Not sure if "administrative phobia" is in the Diagnostic and Statistical Manual of Mental Disorders, but maybe the next edition.
Thévenoud is the second Hollande minister to resign in less than 18 months for not paying taxes.

Cowen on Henry Kissinger's new book World Order
Tylwer Cowen: "I liked parts of his China book, but there’s nothing really to this one. Leave it alone."

Militarization of the (school) police
The Daily Caller: "San Diego School District Gets Its Own Mine-Resistant Army Vehicle." DC reports:
Most recipients of the gear have defended the program, citing potential threats.
“We recognize the public concern over perceived ‘militarization of law enforcement,’ but nothing could be further from the truth for School Police,” San Diego Unified School District police Capt. Joseph Florentino said in a press release, according to NBC San Diego.
“It’ll be designed for us to get into any hostile situation and pull kids out,” he continued. “We can fit about a full elementary class into the back of [the] vehicle.”
How often do schools actually need this type of vehicle. Ever? Officials will use the line that it is justified even if it is needed once, but for 99.9% of school districts, it won't even be needed once.

IRS targets Breitbart News
Investor's Business Daily:
As the 2014 midterms approach, what has become a political arm of the Obama administration has targeted — as it targeted the Tea Party — a leading conservative truth-teller that has exposed so many of its lies.
Even as the IRS races to cover up a prior abuse of power, it ruthlessly engages in another, using its power to tax in an attempt to destroy the vast truth-gathering enterprise launched by the late Andrew Breitbart, which the administration apparently ranks right alongside the Tea Party atop its enemies list ...
"The Obama administration's timing on this is exquisite, but try as they might through various methods to silence us, we will only be emboldened," Stephen K. Bannon, executive chairman of the Breitbart News Network, said in a statement.

Army officer refused entry to school to pick up daughter
Instapundit notes story of another school behaving stupidly.
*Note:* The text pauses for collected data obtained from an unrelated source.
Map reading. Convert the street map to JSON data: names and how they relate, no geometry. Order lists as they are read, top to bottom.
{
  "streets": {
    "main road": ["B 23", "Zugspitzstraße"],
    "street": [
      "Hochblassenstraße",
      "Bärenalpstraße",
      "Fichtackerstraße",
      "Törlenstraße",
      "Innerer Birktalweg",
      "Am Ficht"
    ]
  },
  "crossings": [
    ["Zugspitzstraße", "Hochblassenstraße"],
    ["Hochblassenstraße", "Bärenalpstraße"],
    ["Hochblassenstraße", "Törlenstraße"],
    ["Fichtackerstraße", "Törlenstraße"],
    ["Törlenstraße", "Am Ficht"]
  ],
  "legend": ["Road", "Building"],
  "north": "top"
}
Guards at school say the military uniform "might offend another student."

Wednesday, September 10, 2014
Hope he tells them to screw off
CBC reports: "Stephen Harper to address UN General Assembly for 1st time since 2010."

IRS: the law is nicety it doesn't always follow
The Hill reports IRS Commissioner John Koskinen admits, “Whenever we can, we follow the law." Rep. Kevin Brady (R-Texas) responded: “I encourage you to follow the law in all instances."

EU gets it bass-ackwards again
Quartz: "The European Commission’s new executive line-up makes France responsible for economic affairs and gives the UK oversight of financial regulation."

Why Americans don't support the President's handling of ISIS
The National Journal's Ron Fournier has a theory on why Americans do not support President Barack Obama's handling of ISIS:
He doesn’t seem to be taking the threat seriously enough.
His assurances are habitually wrong.
He stubbornly clings to his views.
These could apply to anything Obama does on foreign policy.

What senators were doing 30 years ago
A great pie chart from the Washington Post. Most were employed (private and public sector), but 12 were Congressmen and five were senators.* Also 14 were in college/university, and eight were in high school or lower.
* Term limits now, please.

Ebola: it's getting worse
AFP reports: "The UN's health arm upped the Ebola death toll Tuesday in Liberia, Sierra Leone, Guinea and Nigeria to 2,288 out of 4,269 cases, noting nearly half of all infections had occurred in the past 21 days." To put that number in some perspective, however, there are about 1.19 million traffic accident deaths each year. Ebola is difficult to contract and easy to spread.

The global warming that wasn't
The Daily Caller reports:
The numbers are in and the verdict is that there has been no global warming for 17 years and 11 months, according to satellite data.
Satellite data prepared by Lord Christopher Monckton shows there has been no warming trend from October of 1996 to August of 2014 — 215 months. To put this in perspective, kids graduating from high school this year have not lived through any global warming in their lifetimes.
According to Monckton ... the rate of warming has been half of what climate scientists initially predicted in the early 1990s.
The United Nations Intergovernmental Panel on Climate Change (IPCC) first predicted in 1990 that global temperatures would rise at a rate of 2.8 degrees Celsius per century. But the temperature rise since the IPCC’s prediction has only been at a rate of 1.4 degrees Celsius per century.
The so-called “pause” in global warming has baffled climate scientists, as many climate models did not predict a prolonged period of little to no warming.

Five Feet of Fury has a new look
Normally I hate when websites and publications change their layout. Five Feet of Fury's new look is an exception. Of course, it has the same great content.

Why Roger Goodell owns the Ray Rice controversy
That any organization has regulations like this is absurd. Judge, jury, and executioner is a recipe for disaster.

Ray Rice and the video that changed ... nothing
At Pro Football Talk Mike Florio has a good post about Ray Rice, the video, Roger Goodell and the Baltimore Ravens, in which he asks some good questions:
But what did Goodell or anyone else expect the video to show? The original criminal complaint accused Rice of “striking [Janay] with his hand, rendering her unconscious.” And that’s what we saw in the video.
If the NFL is going to rely only upon the evidence generated by law enforcement and not by less reliable sources, why didn’t the NFL accept the contents of the criminal complaint from law enforcement as accurate and truthful? Rice struck Janay with his hand and knocked her out. The video showed what we already knew it would show.
So how does the video make the situation any different?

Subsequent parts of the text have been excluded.